Press Release
Nurses Vote to Authorize Unfair Labor Practice Strike at Antelope Valley Hospital in Lancaster
Nurses voted overwhelmingly to authorize an Unfair Labor Practice strike at Antelope Valley Hospital (AVH) to protest unfair labor practices and chronic short staffing announced the California Nurses Association.
"With this strike authorization vote, we are sending a clear message to the AVH Board that we hold them accountable for the eroding conditions at the hospital," said Kathleen Stalter, RN. “We call on the board to demand that the executive management team address the hospital's chronic short-staffing, stop wasting patient care dollars and invest instead in the retention and recruitment of nursing staff to provide quality care to this community."
The Public Employment Relations Board (PERB) General Counsel issued a Complaint earlier this month against the Antelope Valley Healthcare District finding merit with a number of unfair labor practice charges brought by the California Nurses Association on behalf of the RNs. The AVHD is charged with interfering with RNs' legal rights as employees and union members, refusing to furnish requested information to their union representatives and illegally preventing approximately 500 nurses from returning to work in retaliation for their legal one-day strike in September, resulting in a four-day lockout.
CNA represents the approximately 1,000 RNs at AVH, who struck for one day in September, to draw attention to chronic short staffing across all the hospital’s units. More than 60 nurses have left the hospital this year and there are nearly 100 vacant RN positions.

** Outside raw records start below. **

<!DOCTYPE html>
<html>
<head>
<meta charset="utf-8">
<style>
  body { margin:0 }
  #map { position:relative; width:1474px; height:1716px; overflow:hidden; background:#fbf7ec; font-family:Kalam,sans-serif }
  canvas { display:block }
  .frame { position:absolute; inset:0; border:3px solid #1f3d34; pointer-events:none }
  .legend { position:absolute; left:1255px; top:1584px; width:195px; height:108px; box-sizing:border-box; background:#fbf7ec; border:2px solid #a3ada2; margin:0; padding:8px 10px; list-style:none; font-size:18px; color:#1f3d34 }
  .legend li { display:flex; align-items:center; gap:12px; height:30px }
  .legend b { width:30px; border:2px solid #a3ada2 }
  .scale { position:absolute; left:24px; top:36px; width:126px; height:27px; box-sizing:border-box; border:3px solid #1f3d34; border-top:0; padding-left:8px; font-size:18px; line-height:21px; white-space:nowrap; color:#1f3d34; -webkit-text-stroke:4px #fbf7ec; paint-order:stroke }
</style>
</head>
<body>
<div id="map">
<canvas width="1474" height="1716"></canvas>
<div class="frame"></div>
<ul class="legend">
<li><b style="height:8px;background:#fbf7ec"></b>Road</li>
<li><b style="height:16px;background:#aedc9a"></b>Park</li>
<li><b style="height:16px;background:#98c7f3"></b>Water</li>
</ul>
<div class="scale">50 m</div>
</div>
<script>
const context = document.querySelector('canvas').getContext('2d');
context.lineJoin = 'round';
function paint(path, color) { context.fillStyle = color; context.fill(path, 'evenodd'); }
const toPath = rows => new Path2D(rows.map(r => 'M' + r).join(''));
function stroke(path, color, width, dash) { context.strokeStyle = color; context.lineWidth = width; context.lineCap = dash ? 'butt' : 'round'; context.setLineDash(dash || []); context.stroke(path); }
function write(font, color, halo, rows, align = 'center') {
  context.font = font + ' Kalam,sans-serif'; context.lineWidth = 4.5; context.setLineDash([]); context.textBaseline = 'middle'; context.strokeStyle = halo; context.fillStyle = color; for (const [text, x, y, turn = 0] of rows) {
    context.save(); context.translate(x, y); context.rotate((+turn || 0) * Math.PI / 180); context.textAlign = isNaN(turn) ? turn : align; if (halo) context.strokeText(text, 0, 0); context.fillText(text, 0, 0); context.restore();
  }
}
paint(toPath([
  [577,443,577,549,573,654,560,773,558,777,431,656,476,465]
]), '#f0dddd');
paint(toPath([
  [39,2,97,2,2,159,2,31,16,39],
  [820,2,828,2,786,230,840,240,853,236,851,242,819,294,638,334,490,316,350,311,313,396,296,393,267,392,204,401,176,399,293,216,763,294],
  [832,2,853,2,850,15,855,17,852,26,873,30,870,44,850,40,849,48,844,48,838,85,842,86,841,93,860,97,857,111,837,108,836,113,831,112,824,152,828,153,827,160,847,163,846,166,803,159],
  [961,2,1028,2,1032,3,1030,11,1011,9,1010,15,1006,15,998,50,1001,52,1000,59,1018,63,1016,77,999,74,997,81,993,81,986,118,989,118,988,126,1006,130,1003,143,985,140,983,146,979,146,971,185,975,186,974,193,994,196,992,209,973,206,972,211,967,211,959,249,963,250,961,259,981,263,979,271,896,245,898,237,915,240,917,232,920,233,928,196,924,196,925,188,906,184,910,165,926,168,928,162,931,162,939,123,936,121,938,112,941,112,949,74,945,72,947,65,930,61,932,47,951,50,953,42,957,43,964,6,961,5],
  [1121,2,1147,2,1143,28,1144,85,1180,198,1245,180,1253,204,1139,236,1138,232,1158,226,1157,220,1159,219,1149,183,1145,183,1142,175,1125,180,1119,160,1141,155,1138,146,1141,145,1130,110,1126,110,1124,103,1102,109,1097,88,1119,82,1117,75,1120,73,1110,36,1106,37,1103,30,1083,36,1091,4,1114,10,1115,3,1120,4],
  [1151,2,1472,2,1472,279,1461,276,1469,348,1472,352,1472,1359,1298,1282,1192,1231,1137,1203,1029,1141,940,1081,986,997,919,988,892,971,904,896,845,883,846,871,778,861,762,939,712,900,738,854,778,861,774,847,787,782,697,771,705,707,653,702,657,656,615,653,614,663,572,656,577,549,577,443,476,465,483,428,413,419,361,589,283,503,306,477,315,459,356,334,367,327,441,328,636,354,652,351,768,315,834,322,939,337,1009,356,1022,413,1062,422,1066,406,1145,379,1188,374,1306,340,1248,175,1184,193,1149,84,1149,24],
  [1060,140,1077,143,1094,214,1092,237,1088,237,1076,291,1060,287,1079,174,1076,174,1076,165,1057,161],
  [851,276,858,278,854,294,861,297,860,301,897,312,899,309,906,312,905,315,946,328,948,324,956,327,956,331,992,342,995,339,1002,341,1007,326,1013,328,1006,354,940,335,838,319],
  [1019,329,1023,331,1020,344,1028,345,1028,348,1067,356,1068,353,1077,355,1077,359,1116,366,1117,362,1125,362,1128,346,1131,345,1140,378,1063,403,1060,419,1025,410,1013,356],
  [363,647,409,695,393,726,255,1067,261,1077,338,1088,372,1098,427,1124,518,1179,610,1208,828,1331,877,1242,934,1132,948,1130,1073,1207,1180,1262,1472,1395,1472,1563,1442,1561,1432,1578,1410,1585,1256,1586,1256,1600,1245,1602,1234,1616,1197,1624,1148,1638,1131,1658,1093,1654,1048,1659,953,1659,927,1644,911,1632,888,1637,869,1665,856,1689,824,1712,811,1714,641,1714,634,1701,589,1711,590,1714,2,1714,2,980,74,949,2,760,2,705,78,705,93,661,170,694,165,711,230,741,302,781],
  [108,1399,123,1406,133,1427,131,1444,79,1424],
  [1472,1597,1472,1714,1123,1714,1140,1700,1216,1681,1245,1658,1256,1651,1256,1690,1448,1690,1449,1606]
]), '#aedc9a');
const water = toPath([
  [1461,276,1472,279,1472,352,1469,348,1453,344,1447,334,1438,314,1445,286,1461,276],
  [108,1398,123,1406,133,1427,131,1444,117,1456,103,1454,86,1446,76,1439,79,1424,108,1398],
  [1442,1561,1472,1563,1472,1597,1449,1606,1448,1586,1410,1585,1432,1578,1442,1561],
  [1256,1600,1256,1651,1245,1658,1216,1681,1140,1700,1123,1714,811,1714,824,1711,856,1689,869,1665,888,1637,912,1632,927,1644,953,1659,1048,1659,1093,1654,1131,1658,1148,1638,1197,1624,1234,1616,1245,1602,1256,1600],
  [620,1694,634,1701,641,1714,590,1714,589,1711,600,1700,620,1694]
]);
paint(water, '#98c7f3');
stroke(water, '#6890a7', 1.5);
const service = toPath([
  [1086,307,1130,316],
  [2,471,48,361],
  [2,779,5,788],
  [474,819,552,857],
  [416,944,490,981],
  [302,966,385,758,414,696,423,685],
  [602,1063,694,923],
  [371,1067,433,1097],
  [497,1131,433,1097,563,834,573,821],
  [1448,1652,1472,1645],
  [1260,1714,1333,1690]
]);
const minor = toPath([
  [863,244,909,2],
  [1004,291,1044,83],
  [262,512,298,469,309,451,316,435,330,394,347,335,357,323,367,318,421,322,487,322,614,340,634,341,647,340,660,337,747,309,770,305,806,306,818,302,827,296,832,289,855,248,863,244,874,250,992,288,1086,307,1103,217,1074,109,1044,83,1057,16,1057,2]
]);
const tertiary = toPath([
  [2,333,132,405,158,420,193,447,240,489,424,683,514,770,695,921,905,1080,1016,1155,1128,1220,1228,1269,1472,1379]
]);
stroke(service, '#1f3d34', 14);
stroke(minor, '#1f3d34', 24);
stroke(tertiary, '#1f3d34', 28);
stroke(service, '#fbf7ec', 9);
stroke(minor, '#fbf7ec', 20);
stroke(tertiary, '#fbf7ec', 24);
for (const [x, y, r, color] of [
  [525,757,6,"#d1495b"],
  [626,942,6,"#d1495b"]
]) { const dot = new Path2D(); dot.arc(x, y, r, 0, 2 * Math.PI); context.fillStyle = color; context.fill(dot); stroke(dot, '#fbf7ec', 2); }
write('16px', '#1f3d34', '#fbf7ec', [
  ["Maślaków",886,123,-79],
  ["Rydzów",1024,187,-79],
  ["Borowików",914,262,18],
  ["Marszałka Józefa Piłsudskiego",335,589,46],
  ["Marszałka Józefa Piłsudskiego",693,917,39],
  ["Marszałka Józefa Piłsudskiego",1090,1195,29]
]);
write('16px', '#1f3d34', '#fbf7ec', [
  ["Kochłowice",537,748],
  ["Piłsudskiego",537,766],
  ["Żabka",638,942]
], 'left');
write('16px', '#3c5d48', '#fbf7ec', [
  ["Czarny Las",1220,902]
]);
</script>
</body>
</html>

The Complaint issued by the PERB, is indicative of the current management's propensity to squander patient care dollars rather than investing it in patient care, nurses said. The executive management team spent nearly $4 million on replacement nurses for the one-day strike and four-day lockout, sending district funds away from the hospital and out of the local economy. The Complaint issued against the hospital district seeks full back pay for four days for hundreds of registered nurses who were illegally prevented from returning to work after the one-day strike called to focus community attention on the critical issues that led to the impasse in contract negotiations.
"So far this year, the hospital has paid $5.4 million for the handful of executives making up the Alecto management team and additional funds on lawyers to represent them against the unfair labor practice charges," said Dawn Harriman, RN.

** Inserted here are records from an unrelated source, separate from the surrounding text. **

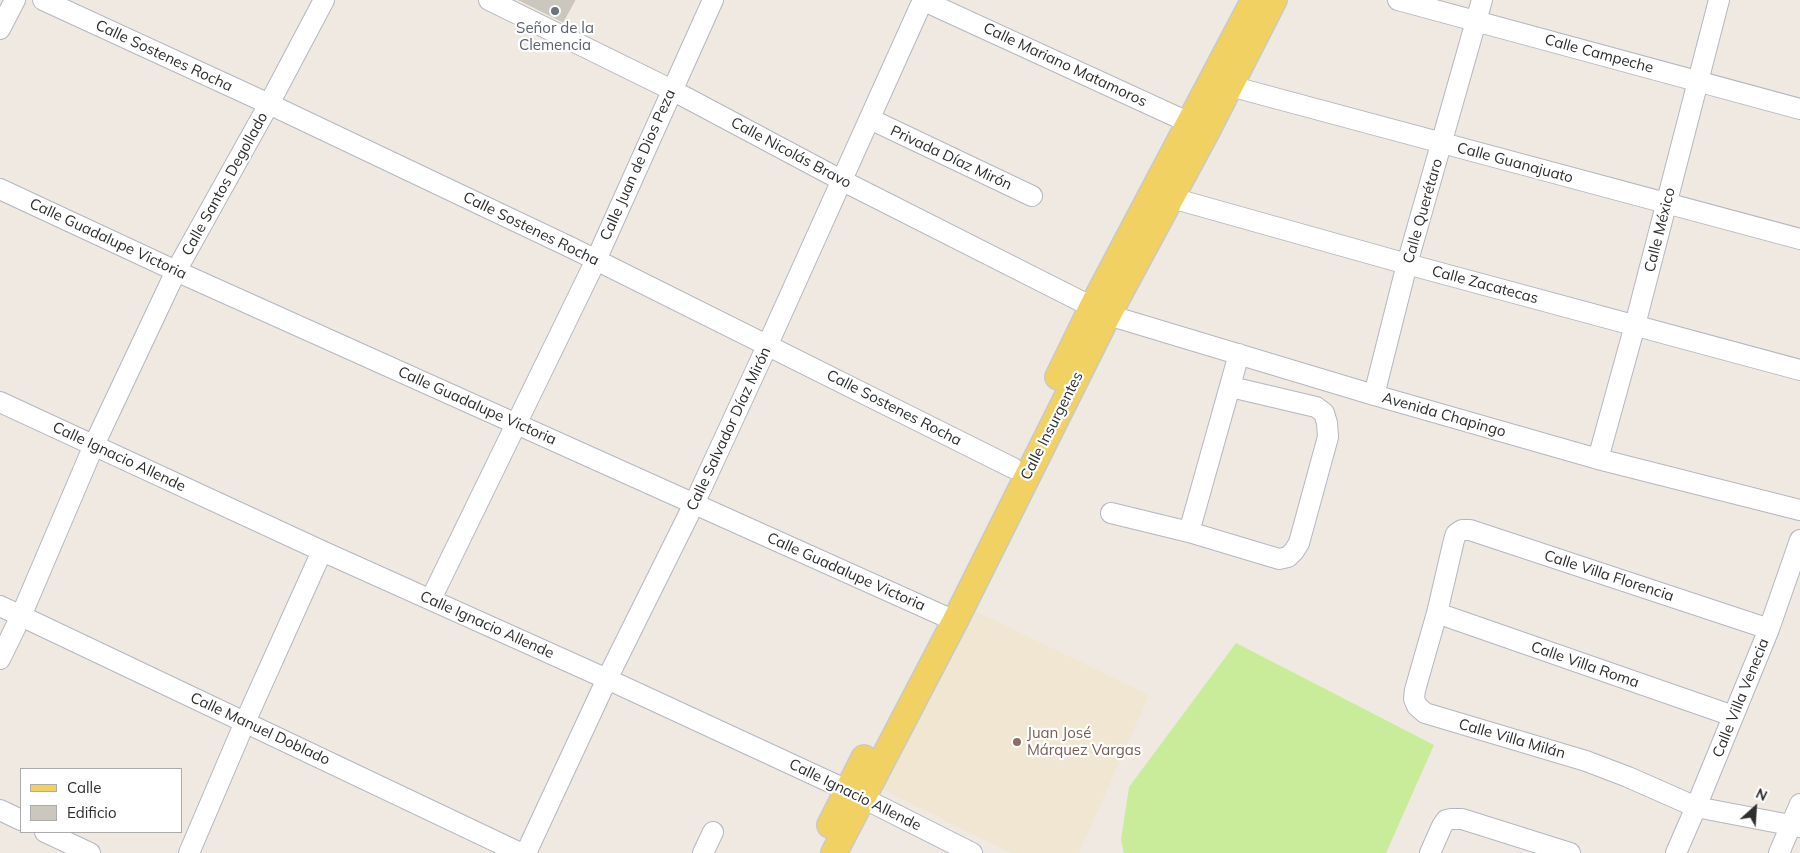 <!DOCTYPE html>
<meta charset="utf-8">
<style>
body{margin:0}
#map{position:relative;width:1800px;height:853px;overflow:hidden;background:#efe9e1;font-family:Mulish,sans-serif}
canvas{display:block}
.legend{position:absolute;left:20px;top:768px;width:162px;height:65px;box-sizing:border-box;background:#fff;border:1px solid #ababab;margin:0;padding:6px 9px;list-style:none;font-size:15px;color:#2e2e2e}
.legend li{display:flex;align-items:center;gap:10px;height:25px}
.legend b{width:25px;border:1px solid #ababab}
.north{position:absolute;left:1730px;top:783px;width:50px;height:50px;-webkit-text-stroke:4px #fff;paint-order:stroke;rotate:26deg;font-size:14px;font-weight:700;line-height:20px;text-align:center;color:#2e2e2e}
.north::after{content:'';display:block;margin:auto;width:18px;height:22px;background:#2e2e2e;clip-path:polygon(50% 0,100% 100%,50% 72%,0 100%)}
</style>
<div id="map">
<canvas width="1800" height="853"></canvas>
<ul class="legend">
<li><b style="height:6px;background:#f2d163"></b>Calle</li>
<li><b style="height:14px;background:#cbc7bf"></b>Edificio</li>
</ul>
<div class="north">N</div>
</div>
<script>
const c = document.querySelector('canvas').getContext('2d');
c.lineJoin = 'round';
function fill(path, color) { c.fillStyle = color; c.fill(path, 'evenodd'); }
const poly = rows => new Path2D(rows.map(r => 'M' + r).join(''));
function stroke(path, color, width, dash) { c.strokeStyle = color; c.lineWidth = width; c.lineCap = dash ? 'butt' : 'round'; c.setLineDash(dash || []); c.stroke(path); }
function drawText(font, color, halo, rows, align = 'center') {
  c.font = font + ' Mulish,sans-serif'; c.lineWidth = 4.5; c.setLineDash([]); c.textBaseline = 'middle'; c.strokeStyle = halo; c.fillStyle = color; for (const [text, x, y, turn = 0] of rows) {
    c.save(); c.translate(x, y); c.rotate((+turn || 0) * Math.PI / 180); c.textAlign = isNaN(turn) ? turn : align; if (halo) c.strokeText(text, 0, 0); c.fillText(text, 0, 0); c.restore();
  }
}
const education = poly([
 [973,610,1149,695,1079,853,1011,853,882,789]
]);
const pitch = poly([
 [1236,643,1434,745,1386,853,1124,853,1121,840,1129,787]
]);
const building = poly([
 [519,0,575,0,563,22,519,0]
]);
const minor = poly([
 [43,0,269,104,572,248,1013,468],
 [489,0,672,90,841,180,1108,315,1374,395,1598,459,1800,510],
 [922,0,1203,129],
 [1398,0,1800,109],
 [0,29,15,0],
 [1230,86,1800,239],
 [870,119,1032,196],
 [0,189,176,271,955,621],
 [1172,198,1407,264,1800,370],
 [1374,395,1407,264,1482,0],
 [0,402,322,551,607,679,847,790,972,853],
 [1598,459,1635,325,1719,0],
 [1111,513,1189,532,1279,559,1288,557,1294,551,1299,543,1328,437,1327,423,1324,413,1316,407,1231,387],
 [1189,532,1239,354],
 [431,599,596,260,713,0],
 [0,606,520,853],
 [1437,613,1733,716],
 [1769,629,1470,530,1462,530,1456,534,1454,540,1437,613,1415,690,1414,699,1417,706,1425,713,1586,761,1628,777,1696,807,1800,827],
 [0,659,21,616,94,445,176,271,269,104,324,0],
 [0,810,21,820],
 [45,832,90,853],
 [189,853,245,722,322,551],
 [526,853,607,679,694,504,768,344,923,0],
 [703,853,713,832],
 [1430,853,1442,826,1446,820,1451,819,1462,819,1570,853],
 [1676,853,1696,807,1769,629,1800,540],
 [1779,853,1800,804]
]);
const major = poly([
 [1058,377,1092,307,1254,0],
 [830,825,864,758],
 [834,853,955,621,1108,315,1207,131,1274,0]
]);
const markers = [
 [555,11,5,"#6b7280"],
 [1017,742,5,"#8d6e63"]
];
const worshipNames = [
 ["Señor de la",555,28],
 ["Clemencia",555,45]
];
const streetNames = [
 ["Calle Campeche",1599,54,15],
 ["Calle Sostenes Rocha",164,56,25],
 ["Calle Mariano Matamoros",1065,65,25],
 ["Calle Nicolás Bravo",791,153,28],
 ["Privada Díaz Mirón",951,158,25],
 ["Calle Guanajuato",1515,163,15],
 ["Calle Juan de Dios Peza",638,165,-66],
 ["Calle Santos Degollado",225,184,-61],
 ["Calle Querétaro",1423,211,-74],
 ["Calle Sostenes Rocha",531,229,26],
 ["Calle México",1660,230,-76],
 ["Calle Guadalupe Victoria",108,239,25],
 ["Calle Zacatecas",1485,285,15],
 ["Calle Guadalupe Victoria",477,406,24],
 ["Calle Sostenes Rocha",894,408,27],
 ["Avenida Chapingo",1444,415,16],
 ["Calle Insurgentes",1052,426,-63],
 ["Calle Salvador Díaz Mirón",729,429,-65],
 ["Calle Ignacio Allende",119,457,25],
 ["Calle Guadalupe Victoria",846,572,24],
 ["Calle Villa Florencia",1609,576,18],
 ["Calle Ignacio Allende",487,625,24],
 ["Calle Villa Roma",1585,665,19],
 ["Calle Villa Venecia",1741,698,-68],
 ["Calle Manuel Doblado",260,729,25],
 ["Calle Villa Milán",1512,739,16],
 ["Calle Ignacio Allende",855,795,26]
];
const educationNames = [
 ["Juan José",1027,733],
 ["Márquez Vargas",1027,750]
];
fill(education, '#f0e6d1');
fill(pitch, '#c9ec9a');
fill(building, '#cbc7bf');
stroke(building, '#cbc5ba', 1);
stroke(minor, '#b4b7c1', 22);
stroke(major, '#c9c9c9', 28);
stroke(minor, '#fff', 20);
stroke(major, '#f2d163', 25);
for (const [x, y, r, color] of markers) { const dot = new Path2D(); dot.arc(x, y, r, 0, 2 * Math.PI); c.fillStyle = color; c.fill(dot); stroke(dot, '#fff', 2); }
drawText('15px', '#5b616d', '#fff', worshipNames);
drawText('15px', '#2e2e2e', '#fff', streetNames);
drawText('15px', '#785e54', '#fff', educationNames, 'left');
</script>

"In the past six months 16 full-time intensive care unit nurses have left AVH. That's enough nurses to staff an entire shift in our busy unit, said Diana Perry, RN. "Those of us who continue working in the ICU are fighting for our patients every day. When will AVH step up to support the nurses who care for some of the sickest and most critically injured people in the Antelope Valley?"
“The Board hired Alecto to improve patient care and to improve the hospital's finances. The opposite is happening," said Maria Altamirano, RN. "The pattern now is that many of the nurses that AVH hires are recent nursing school grads - they stay long enough to get trained and then leave for positions at private hospitals with better conditions. Essentially, patient care dollars are being used to subsidize the training of nurses for the private healthcare industry. We are asking the board to stop this hemorrhage by investing in the nursing staff; by supporting conditions that will encourage new nurses to spend their careers at AVH. Safe quality patient care depends on our ability to retain experienced RNs."
The California Nurses Association represents nearly 100,000 registered nurses statewide.